If there is a time to do infrastructure upgrades for the emergency services in Bonnyville, now would be the time to start looking at it, said Bonnyville Regional Fire Authority fire chief Jay Melvin.
In preparation for Next Generation 911, the Canada-wide program that will allow people to send pictures, videos and texts to emergency services by 2023, Melvin gave an update to Bonnyville town council on the challenges moving toward the next system.
“We know right now we’re at max capacity. It was proposed that if we’re going to look at anything, is this the right time that we look at new infrastructure? Instead of putting all the resources into an old system into an old confined space area within the 911 Center,” said Melvin.
Mayor Gene Sobolewski said the town will work with the BRFA to see if a move from the Ambulance Hall is necessary.

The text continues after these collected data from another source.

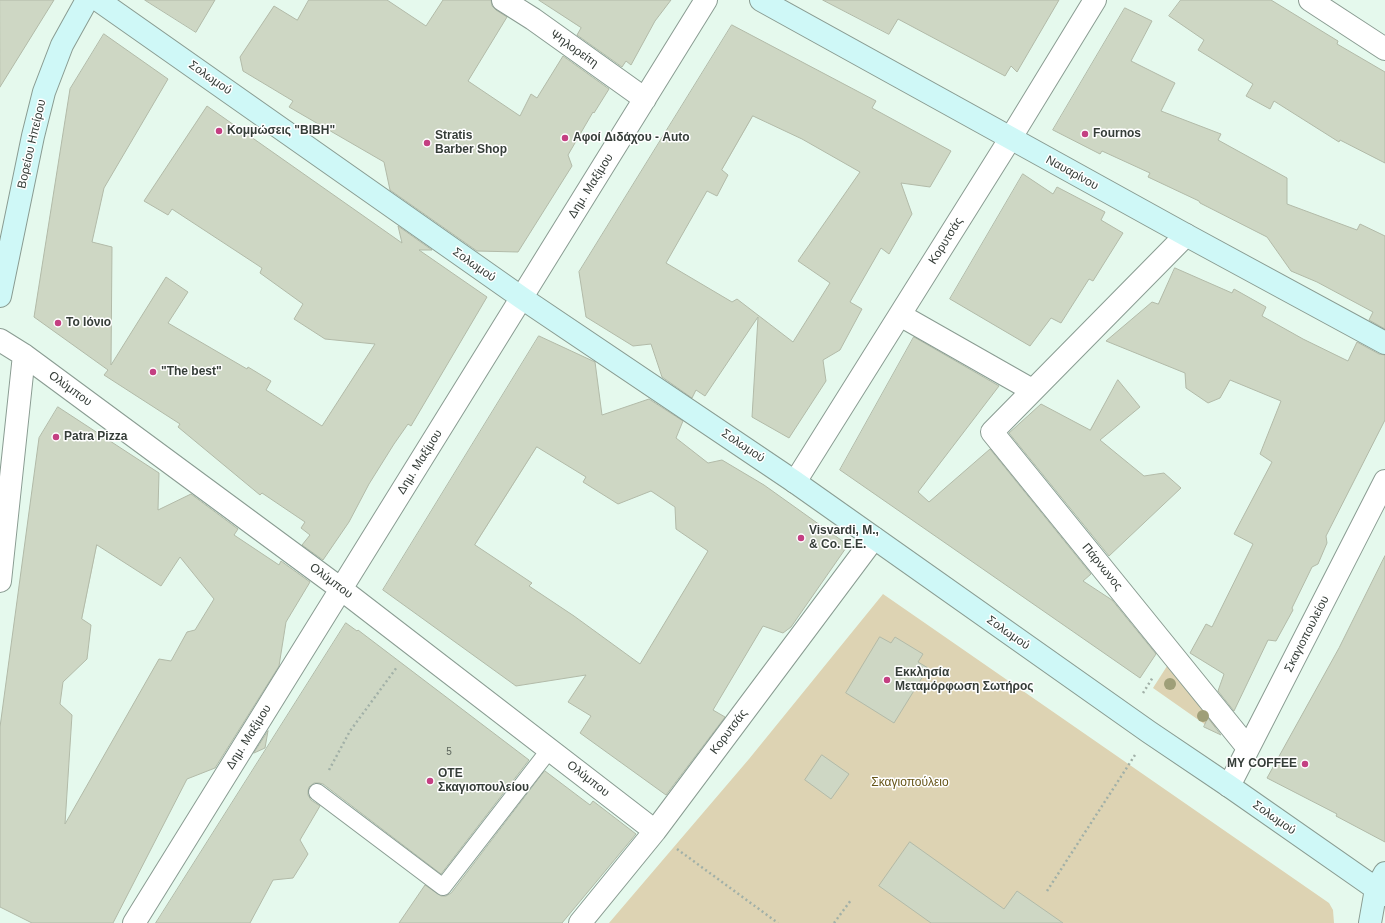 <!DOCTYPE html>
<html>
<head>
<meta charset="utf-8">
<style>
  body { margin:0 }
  canvas { display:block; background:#e5f9ed }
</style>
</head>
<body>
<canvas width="1385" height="923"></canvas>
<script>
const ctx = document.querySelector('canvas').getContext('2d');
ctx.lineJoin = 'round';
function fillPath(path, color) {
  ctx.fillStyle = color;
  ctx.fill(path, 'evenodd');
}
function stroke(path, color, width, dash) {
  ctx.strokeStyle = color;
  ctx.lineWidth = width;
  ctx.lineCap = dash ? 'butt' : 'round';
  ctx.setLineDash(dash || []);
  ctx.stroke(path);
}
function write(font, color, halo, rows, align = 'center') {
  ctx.font = font + ' Arial,sans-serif';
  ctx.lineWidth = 3;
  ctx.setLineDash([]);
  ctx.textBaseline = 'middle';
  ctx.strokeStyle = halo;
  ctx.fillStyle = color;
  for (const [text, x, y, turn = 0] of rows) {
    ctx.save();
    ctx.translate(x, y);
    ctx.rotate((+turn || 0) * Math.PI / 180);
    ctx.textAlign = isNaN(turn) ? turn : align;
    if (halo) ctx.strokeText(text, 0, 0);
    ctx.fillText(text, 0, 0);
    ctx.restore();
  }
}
fillPath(new Path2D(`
  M 883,594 L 1329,903 L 1333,910 L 1334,923 L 609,923 L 749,759 Z
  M 1169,663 L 1218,724 L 1216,727 L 1210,728 L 1153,688 Z`), '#ddd3b3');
const building = new Path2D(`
  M 0,0 L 54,0 L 0,87 Z
  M 145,0 L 215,0 L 196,32 Z
  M 309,0 L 387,0 L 426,26 L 443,0 L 491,0 L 492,6 L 496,10 L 507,17 L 468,81 L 520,116 L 531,94 L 537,98 L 563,56 L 609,89 L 594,113 L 593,112 L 568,155 L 572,166 L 518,252 L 477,251 L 390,190 L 384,162 L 289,107 L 293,101 L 243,71 L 240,57 L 274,6 L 297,20 Z
  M 539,0 L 671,0 L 655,21 L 631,65 L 626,61 L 622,67 L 577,35 L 581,28 Z
  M 823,0 L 1059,0 L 1017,72 L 1011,66 L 1005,76 L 898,19 L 889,34 Z
  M 1181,0 L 1271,0 L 1338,41 L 1337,44 L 1385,72 L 1385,163 L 1340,140 L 1339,142 L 1274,101 L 1270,109 L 1246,96 L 1253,84 L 1198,50 L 1204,40 L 1169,16 Z
  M 1125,8 L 1152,21 L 1131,61 L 1175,83 L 1161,111 L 1221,134 L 1218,140 L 1287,178 L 1287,204 L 1357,230 L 1360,224 L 1385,236 L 1385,329 L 1369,320 L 1373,312 L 1317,282 L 1291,271 L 1267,237 L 1200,203 L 1199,201 L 1148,177 L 1150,173 L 1102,151 L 1100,154 L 1053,130 Z
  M 732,25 L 876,101 L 872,108 L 951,151 L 930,187 L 901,183 L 912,214 L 889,254 L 881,248 L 850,302 L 862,309 L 840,350 L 823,360 L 826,381 L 789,438 L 752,417 L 758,317 L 705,396 L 696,390 L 692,398 L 662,377 L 651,344 L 633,346 L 586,317 L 579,272 ZM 753,116 L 802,139 L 860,172 L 798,261 L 830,283 L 793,342 L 737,299 L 732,302 L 666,263 L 707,191 L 717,196 L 728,175 L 722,170 Z
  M 104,34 L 168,79 L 104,188 L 92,242 L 112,247 L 111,365 L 166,277 L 188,292 L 168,323 L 247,369 L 248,367 L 271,381 L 266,390 L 322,426 L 375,344 L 325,339 L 294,319 L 303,304 L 260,273 L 262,268 L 172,209 L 168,215 L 144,201 L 207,106 L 402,243 L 398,226 L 432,250 L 419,250 L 487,297 L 411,426 L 408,424 L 394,444 L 369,484 L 349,522 L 323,560 L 302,545 L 310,535 L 301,528 L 305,522 L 262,493 L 260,495 L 178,427 L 180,424 L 104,375 L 108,370 L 34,317 L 70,89 Z
  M 1023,174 L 1053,194 L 1057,187 L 1105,212 L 1101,220 L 1123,233 L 1093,281 L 1089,279 L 1061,323 L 1051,318 L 1030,346 L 950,299 Z
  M 1175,268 L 1232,293 L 1234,289 L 1266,307 L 1262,316 L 1303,339 L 1348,361 L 1357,342 L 1379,354 L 1385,355 L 1385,420 L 1326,536 L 1327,543 L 1318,564 L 1312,567 L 1292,608 L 1293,610 L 1276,641 L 1268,640 L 1234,711 L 1218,691 L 1224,674 L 1190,653 L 1206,624 L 1212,627 L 1253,544 L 1234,534 L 1272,462 L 1260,454 L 1281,401 L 1230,380 L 1220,398 L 1208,403 L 1186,388 L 1185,373 L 1106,341 L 1152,302 L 1158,304 Z
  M 539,336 L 595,362 L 602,415 L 649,399 L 683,421 L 676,438 L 708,463 L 722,460 L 764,485 L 848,545 L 791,627 L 783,633 L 763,626 L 713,710 L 725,717 L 666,795 L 580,733 L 591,716 L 568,702 L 586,675 L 516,686 L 383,590 ZM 537,447 L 586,477 L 583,482 L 618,504 L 651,491 L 675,507 L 676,529 L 708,551 L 640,664 L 574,616 L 529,586 L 532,583 L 475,545 Z
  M 914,337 L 999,386 L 918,492 L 929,502 L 990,449 L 1091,574 L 1083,581 L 1112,600 L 1156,654 L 1140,678 L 840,470 Z
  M 1118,380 L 1140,407 L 1100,440 L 1144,476 L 1164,473 L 1181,488 L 1109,556 L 1009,433 L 1041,404 L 1090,430 Z
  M 58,407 L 159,473 L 158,510 L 191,494 L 238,529 L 234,535 L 279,565 L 281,561 L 310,582 L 286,622 L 279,666 L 215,768 L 187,779 L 113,923 L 32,923 L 0,907 L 0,727 L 39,438 ZM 97,545 L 161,586 L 180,557 L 214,599 L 195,630 L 187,632 L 171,661 L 159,659 L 65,824 L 72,715 L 60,704 L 63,682 L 87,659 L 91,625 L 82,619 Z
  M 1385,556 L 1385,842 L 1336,816 L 1337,814 L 1267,778 L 1339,648 Z
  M 346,623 L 357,631 L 358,630 L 529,760 L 441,874 L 323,784 L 319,783 L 314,783 L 309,787 L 308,791 L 308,795 L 311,800 L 320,806 L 300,840 L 308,854 L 293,878 L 273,880 L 250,923 L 156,923 Z
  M 880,637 L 891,643 L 895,637 L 923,654 L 918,662 L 928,668 L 894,723 L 846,693 Z
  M 1208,718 L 1221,735 L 1204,727 Z
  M 268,731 L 265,748 L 254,753 Z
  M 822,755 L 849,774 L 831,799 L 805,780 Z
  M 545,771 L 590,805 L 593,801 L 636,834 L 562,923 L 399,923 L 425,885 L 441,896 L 446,896 L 451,893 Z
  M 910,842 L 1004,909 L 1017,891 L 1063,923 L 931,923 L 879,886 Z`);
fillPath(building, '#ced7c4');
stroke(building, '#b2baa8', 1);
const lane = new Path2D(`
  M 317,792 L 443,887 L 550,749`);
const street = new Path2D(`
  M 503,0 L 533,19 L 645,99
  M 1310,0 L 1385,49
  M 1186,235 L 992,432 L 1248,748
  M 900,315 L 1032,390
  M 0,340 L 24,355 L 341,589 L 655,831
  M 795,482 L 1010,139 L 1095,0
  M 0,581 L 24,355
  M 1229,786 L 1385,481
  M 134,923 L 706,0
  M 580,923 L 655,831 L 874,538`);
const secondary = new Path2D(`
  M 98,0 L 522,298 L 795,482 L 1149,732 L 1229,786 L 1385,895
  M 761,0 L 1186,235 L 1385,343
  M 0,296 L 33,136 L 44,92 L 62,45 L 87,0
  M 1370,923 L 1376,889 L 1385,873`);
stroke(lane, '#8a9c92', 18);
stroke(street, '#8a9c92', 24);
stroke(secondary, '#8a9c92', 24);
stroke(new Path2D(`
  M 1143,693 L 1153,677
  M 329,770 L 350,731 L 397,667
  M 677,849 L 778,923
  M 1047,891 L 1135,755
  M 834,923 L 851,900`), '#a1b0a7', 2.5, [2, 3]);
stroke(lane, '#fff', 16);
stroke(street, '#fff', 22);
stroke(secondary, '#cff8f7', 22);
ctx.fillStyle = '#9f9f78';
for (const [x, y] of [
  [1170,684],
  [1203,716]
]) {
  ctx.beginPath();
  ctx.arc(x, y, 6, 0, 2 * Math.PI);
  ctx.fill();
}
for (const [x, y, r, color] of [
  [219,131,4,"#c43f82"],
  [1085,134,4,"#c43f82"],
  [565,138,4,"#c43f82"],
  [427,143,4,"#c43f82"],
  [58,323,4,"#c43f82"],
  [153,372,4,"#c43f82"],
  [56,437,4,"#c43f82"],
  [801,538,4,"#c43f82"],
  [887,680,4,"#c43f82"],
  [1305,764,4,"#c43f82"],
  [430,781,4,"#c43f82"]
]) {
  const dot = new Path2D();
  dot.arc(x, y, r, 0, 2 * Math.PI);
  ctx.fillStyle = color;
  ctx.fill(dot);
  stroke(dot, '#fff', 1.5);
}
write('10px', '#5b645b', null, [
  ["5",449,752]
]);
write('12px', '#353d38', '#fff', [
  ["Ψηλορείτη",574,49,35],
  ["Σολωμού",210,78,35],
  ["Βορείου Ηπείρου",32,144,-77],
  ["Ναυαρίνου",1072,173,29],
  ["Δημ. Μαξίμου",591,186,-58],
  ["Κορυτσάς",946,241,-58],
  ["Σολωμού",474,265,35],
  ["Ολύμπου",70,389,36],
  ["Σολωμού",743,446,34],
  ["Δημ. Μαξίμου",420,462,-58],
  ["Πάρνωνος",1102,567,51],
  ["Ολύμπου",331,581,37],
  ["Σολωμού",1008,633,35],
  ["Σκαγιοπουλείου",1307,634,-63],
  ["Κορυτσάς",729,732,-53],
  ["Δημ. Μαξίμου",249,737,-58],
  ["Ολύμπου",588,779,38],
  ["Σολωμού",1274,818,35]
]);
write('bold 12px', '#353d38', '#fff', [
  ["Κομμώσεις \"ΒΙΒΗ\"",227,131],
  ["Fournos",1093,134],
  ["Stratis",435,136],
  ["Barber Shop",435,150],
  ["Αφοί Διδάχου - Auto",573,138],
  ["Το Ιόνιο",66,323],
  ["\"The best\"",161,372],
  ["Patra Pizza",64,437],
  ["Visvardi, M.,",809,531],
  ["& Co. E.E.",809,545],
  ["Εκκλησία",895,673],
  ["Μεταμόρφωση Σωτήρος",895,687],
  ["MY COFFEE",1297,764,"right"],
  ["ΟΤΕ",438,774],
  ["Σκαγιοπουλείου",438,788]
], 'left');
write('12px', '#665518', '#fff', [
  ["Σκαγιοπούλειο",910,783]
]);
</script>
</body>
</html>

“Our existing facility that we’re housing 911 is basically at 110 per cent capacity. There’s got to be some thought of where to relocate it. I don’t know whether or not the wholesale moving of the ambulance with it as well is part of that. There were questions in regards to that.
“Basically, the BRFA is putting together a plan to cover us off for the next couple of years to say, ok, here is where we have to move, such that when the trigger is pulled and switch is lifted, we’re ready to go with the Next Gen 911,” said Mayor Gene Sobolewski on The Morning After.
Melvin requested that council help lobby the provincial government for secure funding and also to evaluate whether infrastructure upgrades are warranted to handle the new system.
“The funding from the province is only going towards the call handling portion, which is only a portion of the total cost of the 9-1-1,” he said.
“The presentation I made to council last night is we need the province to have a look at the current funding model and adjust it to make sure the PSAPS (Public Safety Answering Points) are properly funded through the grant program to support Next Generation 911 so it’s not a burden on the municipality that runs the PSAP,” said Melvin.
The Bonnyville PSAP responds all across the Lakeland, including to Smoky Lake County, County of St. Paul, M.D. of Bonnyville, Elizabeth Metis, Cold Lake First Nations, Kehewin, Frog Lake, and Fishing Lake Metis.
Upgrades have already happened towards IP based phones and touch screen computers at the PSAP, but many more will have to be made under the strict CRTC guidelines and limited areas of funding to work with.
“We’ve got several years before the deadline. Do we now put the put two wheels in motion to look at new infrastructure? That’s on the table as an option to not only look at possibly moving but building a new 911 Center, which is really a regional project,” said Melvin.